Under the ordinance, vendors caught selling tobacco and vaping products to those under 21 face a $50 fine on the first offense and a $500 fine for repeat offenses.
City Manager Pamela Reece said Bloomington is expected to consider raising the minimum purchasing age at its next council meeting, though she’s unsure how the council will vote.
Short-term rental tax
The town also unanimously voted to enact a 6 percent “privilege tax” on short-term rentals.
The tax targets properties listed on Airbnb, VRBO, HomeAway and similar sites that have found a foothold in Bloomington-Normal, with the hopes of addressing what traditional hotel operators call an unfair advantage.
The town collects a 6 percent hotel/motel tax, a portion of which funds the Bloomington-Normal Area Convention and Visitor’s Bureau. While Airbnb collects and remits a state tax, it doesn’t generate the same revenue for local governments.
Ray Ceresa of Morton manages the DoubleTree by Hilton in Bloomington. He’s also the president of the Bloomington-Normal Hotel and Lodging Association.

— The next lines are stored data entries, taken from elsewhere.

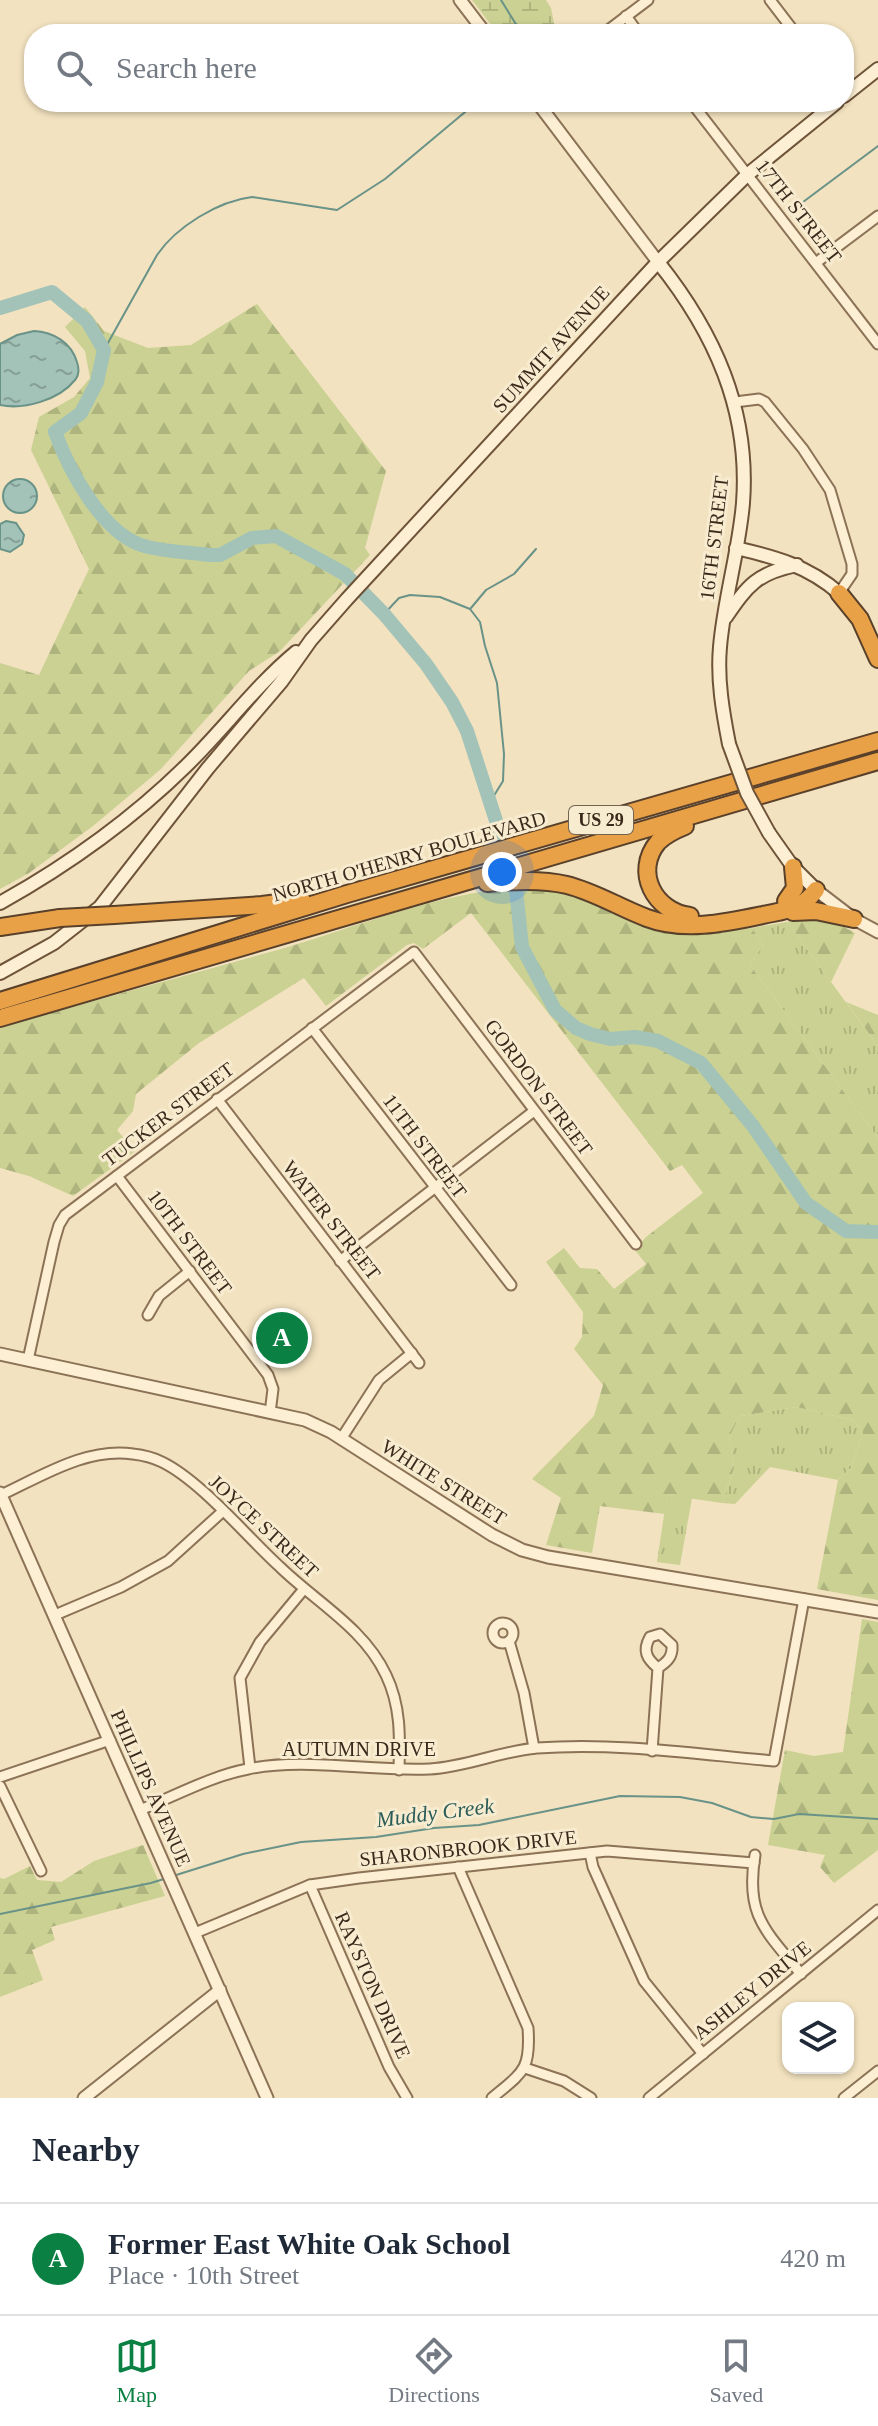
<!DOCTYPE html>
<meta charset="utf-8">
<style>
body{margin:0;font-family:"Times New Roman",serif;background:#f6f6f7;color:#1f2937}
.controls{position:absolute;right:24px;bottom:24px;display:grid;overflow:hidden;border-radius:16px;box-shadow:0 2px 6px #0004}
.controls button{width:72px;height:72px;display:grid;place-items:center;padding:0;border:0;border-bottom:2px solid #e0e1e3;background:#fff;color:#1f2937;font:40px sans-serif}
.you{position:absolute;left:502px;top:872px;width:28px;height:28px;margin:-20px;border:6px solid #fff;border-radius:50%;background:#1a73e8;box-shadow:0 0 0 12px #1a73e833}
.badge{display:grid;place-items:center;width:52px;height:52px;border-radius:50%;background:#0b8043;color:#fff;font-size:26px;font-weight:700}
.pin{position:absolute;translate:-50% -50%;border:4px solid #fff;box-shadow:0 2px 8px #0006}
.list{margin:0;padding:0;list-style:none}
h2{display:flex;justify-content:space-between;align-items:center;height:104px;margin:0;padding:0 32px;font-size:34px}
h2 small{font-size:26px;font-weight:400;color:#747a83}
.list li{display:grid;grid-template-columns:52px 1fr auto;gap:24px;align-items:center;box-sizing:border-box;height:112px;padding:0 32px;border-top:2px solid #e0e1e3}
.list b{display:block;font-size:30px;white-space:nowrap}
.list p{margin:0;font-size:26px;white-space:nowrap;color:#747a83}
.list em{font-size:26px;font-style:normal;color:#747a83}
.icon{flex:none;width:44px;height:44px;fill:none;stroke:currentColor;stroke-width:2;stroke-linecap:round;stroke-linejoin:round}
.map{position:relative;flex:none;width:878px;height:2098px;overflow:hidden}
.search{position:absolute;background:#fff;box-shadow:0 2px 6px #0004;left:24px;right:24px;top:24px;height:88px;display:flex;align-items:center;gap:20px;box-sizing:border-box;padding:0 28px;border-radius:32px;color:#747a83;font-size:30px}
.sheet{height:216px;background:#fff}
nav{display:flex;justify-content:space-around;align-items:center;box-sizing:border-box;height:112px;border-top:2px solid #e0e1e3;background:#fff;font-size:22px;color:#747a83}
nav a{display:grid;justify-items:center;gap:4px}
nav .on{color:#0b8043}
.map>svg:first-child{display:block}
.grass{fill:url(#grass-tufts)}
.forest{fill:url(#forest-firs)}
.wetland{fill:url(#wetland-marsh)}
.water{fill:url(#water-ripples);stroke:#699288;stroke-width:2}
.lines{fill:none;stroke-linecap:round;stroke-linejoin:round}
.stream{stroke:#699288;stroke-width:2}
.river{stroke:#a3c3b9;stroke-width:14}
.minor-casing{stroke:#8c7256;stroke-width:13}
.tertiary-casing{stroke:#8c7256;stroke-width:15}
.secondary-casing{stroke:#6e5339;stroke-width:16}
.motorway-casing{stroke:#59402b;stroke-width:20}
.minor{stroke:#fcefd3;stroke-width:9}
.tertiary{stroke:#fcefd3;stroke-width:11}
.secondary{stroke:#fcefd3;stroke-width:12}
.motorway{stroke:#e9a148;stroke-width:16}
.secondary-bridge-casing{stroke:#6e5339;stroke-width:16;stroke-linecap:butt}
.motorway-bridge-casing{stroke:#59402b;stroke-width:20;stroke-linecap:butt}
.secondary-bridge{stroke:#fcefd3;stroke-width:12}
.motorway-bridge{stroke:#e9a148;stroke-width:16}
.labels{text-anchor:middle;stroke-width:6;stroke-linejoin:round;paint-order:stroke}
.shield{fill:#f8ecd0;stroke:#736452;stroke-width:2}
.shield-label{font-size:18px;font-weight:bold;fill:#3a2a1c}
.street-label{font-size:20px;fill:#3a2a1c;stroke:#f8ecd0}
.water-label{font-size:22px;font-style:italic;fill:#2a5c58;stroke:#f8ecd0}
</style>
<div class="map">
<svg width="878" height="2098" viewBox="0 0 878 2098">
<defs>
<pattern id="grass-tufts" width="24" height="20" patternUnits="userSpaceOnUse" patternTransform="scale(2)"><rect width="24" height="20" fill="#cad192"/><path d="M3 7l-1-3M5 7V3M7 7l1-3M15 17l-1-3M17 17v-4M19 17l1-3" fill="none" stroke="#aeb47d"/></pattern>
<pattern id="forest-firs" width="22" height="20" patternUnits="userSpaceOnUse" patternTransform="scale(2)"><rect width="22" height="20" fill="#cad192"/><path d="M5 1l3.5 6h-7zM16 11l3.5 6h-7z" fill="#aeb47d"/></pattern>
<pattern id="wetland-marsh" width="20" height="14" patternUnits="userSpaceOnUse" patternTransform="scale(2)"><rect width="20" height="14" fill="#cad192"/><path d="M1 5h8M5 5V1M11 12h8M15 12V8" fill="none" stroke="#aeb47d"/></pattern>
<pattern id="water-ripples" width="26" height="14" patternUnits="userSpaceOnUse" patternTransform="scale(2)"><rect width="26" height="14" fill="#a3c3b9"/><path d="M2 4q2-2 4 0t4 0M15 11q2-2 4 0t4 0" fill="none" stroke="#869f96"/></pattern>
</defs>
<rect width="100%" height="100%" fill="#f2e2bf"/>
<g class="grass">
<path d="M787,922L878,1046V1138L750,965L763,945L752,928Z"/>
<path d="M796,1407L853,1420L863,1432L851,1468L838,1480L770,1467L735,1504L722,1503L734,1468L729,1437L740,1416Z"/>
<path d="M667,1495L692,1498L680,1565L657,1562Z"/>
</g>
<g class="forest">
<path d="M257,304L386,471L365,548L370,555L280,651L249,671L161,769L93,826L29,873L0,889V663L39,675L89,569L31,450L39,417L74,397L90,378L85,351L65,327L85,307L104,331L148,348L191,345Z"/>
<path d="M536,887L571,893L633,922L669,933H716L752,928L763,945L750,965L878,1138V1600L817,1589L838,1480L851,1468L863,1432L853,1420L796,1407L740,1416L729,1437L734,1468L722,1503L667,1495L665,1514L600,1506L592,1553L546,1545L561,1498L532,1479L594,1416L603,1385L574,1349L582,1337L583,1312L546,1262L564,1248L580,1268L597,1269L614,1289L646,1264L635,1250L646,1237L703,1193L682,1165L670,1171L471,913L423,949L414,943L407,945L326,1006L304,978L199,1043L136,1094L133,1111L117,1130L135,1151L73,1196L29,1176L0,1168V1027C96,1000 192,974 288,947C369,923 451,888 536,887Z"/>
<path d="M819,918L835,922L855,933L831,982L787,922Z"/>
<path d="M846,1002L878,1015V1046Z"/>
<path d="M862,1619L878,1622V1850L834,1883L820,1867L825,1855L768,1845L785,1750L814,1756L843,1752Z"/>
<path d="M143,1845L165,1896L51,1927L55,1940L32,1950L43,1980L0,1997V1878L4,1879L30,1866L37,1880L61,1882L94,1861Z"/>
</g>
<path class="wetland" d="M472,0H546L551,8L556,34H498Z"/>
<g class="water">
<path d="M34,331C53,332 71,342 77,362C79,368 80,374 75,380C59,400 24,410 0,405V344L17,335Z"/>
<circle cx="20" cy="496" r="17"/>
<path d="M6,521L16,523L24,535L22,544L10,552L0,549V524Z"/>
</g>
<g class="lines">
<g class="stream">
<path d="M501,0L522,34"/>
<path d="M799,205L878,146"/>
<path d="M104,350L157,255C176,227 218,201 252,197L337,210L385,179L477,102"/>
<path d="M471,608L486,590L514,574L536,549"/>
<path d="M384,614L399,598L410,595L440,597L470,609L480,622L485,646L497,683L504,754L503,781L490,802"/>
<path d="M173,1876L243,1854L301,1842L376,1837L434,1828L479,1825L620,1796L680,1797L712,1803L751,1817L774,1819L799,1814L878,1819"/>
<path d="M0,1914L151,1883L167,1878"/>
</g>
<g class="river">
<path d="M0,308L52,292L87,321L104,350L97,382L81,413L55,432C69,470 101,531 141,545C162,552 188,552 210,555H220L252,538L276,536L345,574L384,614L426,664L452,702L467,731L500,833"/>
<path d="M516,889L522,947L555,1010L576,1028L590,1034L610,1039L635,1037L658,1041L701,1063L753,1126L806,1203L846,1231L878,1232"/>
</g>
<g class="minor-casing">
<g id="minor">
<path d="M770,0L796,34"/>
<path d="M626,16L639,34"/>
<path d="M603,34L648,0"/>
<path d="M691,102L878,344"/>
<path d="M817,262L878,216"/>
<path d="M735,402L759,399L765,402L803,449L830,490L852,564V574L839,593"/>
<path d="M312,1028L511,1285"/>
<path d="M217,1099L419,1363"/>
<path d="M117,1176L268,1375L273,1389L270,1413"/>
<path d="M340,1261L534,1111"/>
<path d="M148,1315L159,1296L190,1271"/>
<path d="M28,1360L54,1242L59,1225L65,1215L414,952L636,1244"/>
<path d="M341,1439L379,1380L412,1353"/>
<path d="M1,1495C42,1476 87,1447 133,1454C142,1455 154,1458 162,1462C201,1481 247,1537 280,1567C316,1602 364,1628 386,1675C401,1706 400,1737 399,1770"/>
<path d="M55,1615L121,1587L168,1561L222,1512"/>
<circle cx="503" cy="1633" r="10"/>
<path d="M509,1641L524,1693L534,1748"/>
<path d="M652,1751L658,1668C647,1659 642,1651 650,1637L660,1634L672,1645C673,1657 667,1662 658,1668"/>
<path d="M250,1768L240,1678L260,1642L304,1589"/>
<path d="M0,1777L110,1740"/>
<path d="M0,1786L41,1871"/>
<path d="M140,1810C175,1796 211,1776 248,1769C305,1757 371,1772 430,1769C467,1767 500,1751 537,1748C615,1742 696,1754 774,1761L804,1599"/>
<path d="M590,1853L593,1867L644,1981L703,2054"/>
<path d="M755,1855C745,1915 765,1930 801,1974"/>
<path d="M458,1867L528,2028C531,2070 523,2072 492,2098"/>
<path d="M310,1885L389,2067L407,2098"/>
<path d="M195,1933L310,1885L359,1878L607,1851L754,1863"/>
<path d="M525,2068L564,2081L591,2098"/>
<path d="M649,2098L878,1910"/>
<path d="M844,2098L878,2071"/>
</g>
</g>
<g class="tertiary-casing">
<g id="tertiary">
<path d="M460,0L486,34"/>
<path d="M537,102L658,262"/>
<path d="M816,890L854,919L878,932"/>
<path d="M0,1354L305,1420L331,1432L492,1535L522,1550L548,1557L878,1612"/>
<path d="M0,1493L267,2098"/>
<path d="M84,2098L220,1990"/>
</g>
</g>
<g class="secondary-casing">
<g id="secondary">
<path d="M844,96L878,69"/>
<path d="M658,262C714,332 750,410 743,503C739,551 724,599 720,647C717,680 723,713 729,744"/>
<path d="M736,548C775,557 808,566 839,593"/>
<path d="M726,617C748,585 757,573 797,565"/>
<path d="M769,833L793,867L816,890"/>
<path d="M0,903C68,865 130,821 186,766C224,729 255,686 296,652"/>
<path d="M0,973L54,943L100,907L208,768L282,681L311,640L347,599L658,262L747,175L837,102"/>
</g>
</g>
<g class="motorway-casing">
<g id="motorway">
<path d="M839,593L860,619L878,659"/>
<path d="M685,826C675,830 666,834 658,842C633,872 655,912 690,916"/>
<path d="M487,883C513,881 541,879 567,885C595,892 620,908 647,918C684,932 725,923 763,915C786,910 801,910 816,890"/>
<path d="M786,901L795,888L793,867"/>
<path d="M793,912L816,911L854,919"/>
<path d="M114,915L262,905L302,900"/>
<path d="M0,927L60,918"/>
<path d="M0,1001L347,894L878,741"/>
<path d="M0,1018L878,761"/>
</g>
</g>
<use href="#minor" class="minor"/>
<use href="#tertiary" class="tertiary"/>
<use href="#secondary" class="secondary"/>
<use href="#motorway" class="motorway"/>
<g class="secondary-bridge-casing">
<path id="secondary-bridge" d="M729,744L747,793L769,833"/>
</g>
<g class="motorway-bridge-casing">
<path id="motorway-bridge" d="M60,918L114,915"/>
</g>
<use href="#secondary-bridge" class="secondary-bridge"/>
<use href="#motorway-bridge" class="motorway-bridge"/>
</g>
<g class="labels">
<rect class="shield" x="569" y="806" width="64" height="28" rx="6"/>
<g class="shield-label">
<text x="601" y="826">US 29</text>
</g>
<g class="street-label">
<text transform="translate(799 211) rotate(52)" y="7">17TH STREET</text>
<text transform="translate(551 349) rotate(-48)" y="7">SUMMIT AVENUE</text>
<text transform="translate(714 538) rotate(-83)" y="7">16TH STREET</text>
<text transform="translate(409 856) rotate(-16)" y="7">NORTH O'HENRY BOULEVARD</text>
<text transform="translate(539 1087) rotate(53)" y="7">GORDON STREET</text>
<text transform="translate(168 1114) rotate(-37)" y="7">TUCKER STREET</text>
<text transform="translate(425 1146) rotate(53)" y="7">11TH STREET</text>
<text transform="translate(332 1220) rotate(52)" y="7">WATER STREET</text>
<text transform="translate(190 1242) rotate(53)" y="7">10TH STREET</text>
<text transform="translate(444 1482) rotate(32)" y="7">WHITE STREET</text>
<text transform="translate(264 1526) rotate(43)" y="7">JOYCE STREET</text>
<text x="359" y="1756">AUTUMN DRIVE</text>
<text transform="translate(151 1788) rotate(66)" y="7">PHILLIPS AVENUE</text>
<text transform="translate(468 1848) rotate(-6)" y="7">SHARONBROOK DRIVE</text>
<text transform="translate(373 1985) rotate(66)" y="7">RAYSTON DRIVE</text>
<text transform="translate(752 1990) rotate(-39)" y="7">ASHLEY DRIVE</text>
</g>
<g class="water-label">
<text transform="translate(435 1812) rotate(-7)" y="8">Muddy Creek</text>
</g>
</g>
</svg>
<div class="controls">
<button><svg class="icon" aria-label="layers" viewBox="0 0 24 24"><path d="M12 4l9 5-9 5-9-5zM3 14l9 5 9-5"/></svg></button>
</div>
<div class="you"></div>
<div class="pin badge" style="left:282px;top:1338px">A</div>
<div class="search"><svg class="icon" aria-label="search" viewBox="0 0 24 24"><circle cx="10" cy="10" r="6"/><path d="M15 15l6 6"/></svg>Search here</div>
</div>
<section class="sheet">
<h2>Nearby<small></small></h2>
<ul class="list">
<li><span class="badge">A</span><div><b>Former East White Oak School</b><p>Place · 10th Street</p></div><em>420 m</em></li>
</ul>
</section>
<nav>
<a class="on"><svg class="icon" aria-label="map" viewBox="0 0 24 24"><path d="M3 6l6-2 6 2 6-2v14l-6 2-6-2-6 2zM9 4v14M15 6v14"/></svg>Map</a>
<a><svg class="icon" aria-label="directions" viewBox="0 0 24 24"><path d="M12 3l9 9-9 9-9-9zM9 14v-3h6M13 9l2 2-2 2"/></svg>Directions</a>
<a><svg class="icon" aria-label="saved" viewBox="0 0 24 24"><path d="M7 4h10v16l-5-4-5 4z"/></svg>Saved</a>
</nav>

“Short-term rentals are here to stay,” said Ceresa. “They’re growing, and we’re not afraid to compete with them. Our members just want a level playing field.”
Ceresa said Bloomington-Normal recorded the lowest hotel occupancy rates in Illinois this year. Fewer rooms booked means less CVB funding, which means less spending on efforts to bring trade shows, sporting events and others to the area, he said.
The new tax will help ensure the organization can continue its work to expand local tourism and related economic benefits, Ceresa said.
“They attend trade shows, they market the area, they seek out meeting planners and call on them to bring their conventions and events to Bloomington-Normal,” he said. “The CVB also brings in a large number of sporting events in the area. The attendees and the players stay in our hotels, they eat in our restaurants, they shop in our stores.”
Under the new ordinance short-term rental websites like Airbnb will be responsible for collecting and remitting the tax to the town. Someone renting a house via Airbnb for $100 a night will pay an additional $6. Town staff estimates the tax will generate around $6,500 in annual revenues.
McCarthy sits on the CVB board. He said even with the added cost for renters, the short-term rental business should actually benefit from additional revenue and expanded activity for the CVB.
“The more people we can attract, the more visitors, the more sports tournaments ... Airbnb is not unheard of. When people come to communities, particularly for sporting events, they get on Airbnb, they get on the various travel sites and look. I’ve used an Airbnb myself when traveling.”
The tax will go into effect April 1, 2019. Town staff say they’ll begin notifying short-term rental companies active in Normal about the new tax right away. Companies that refuse to collect and remit the tax leave that responsibility to the property owner.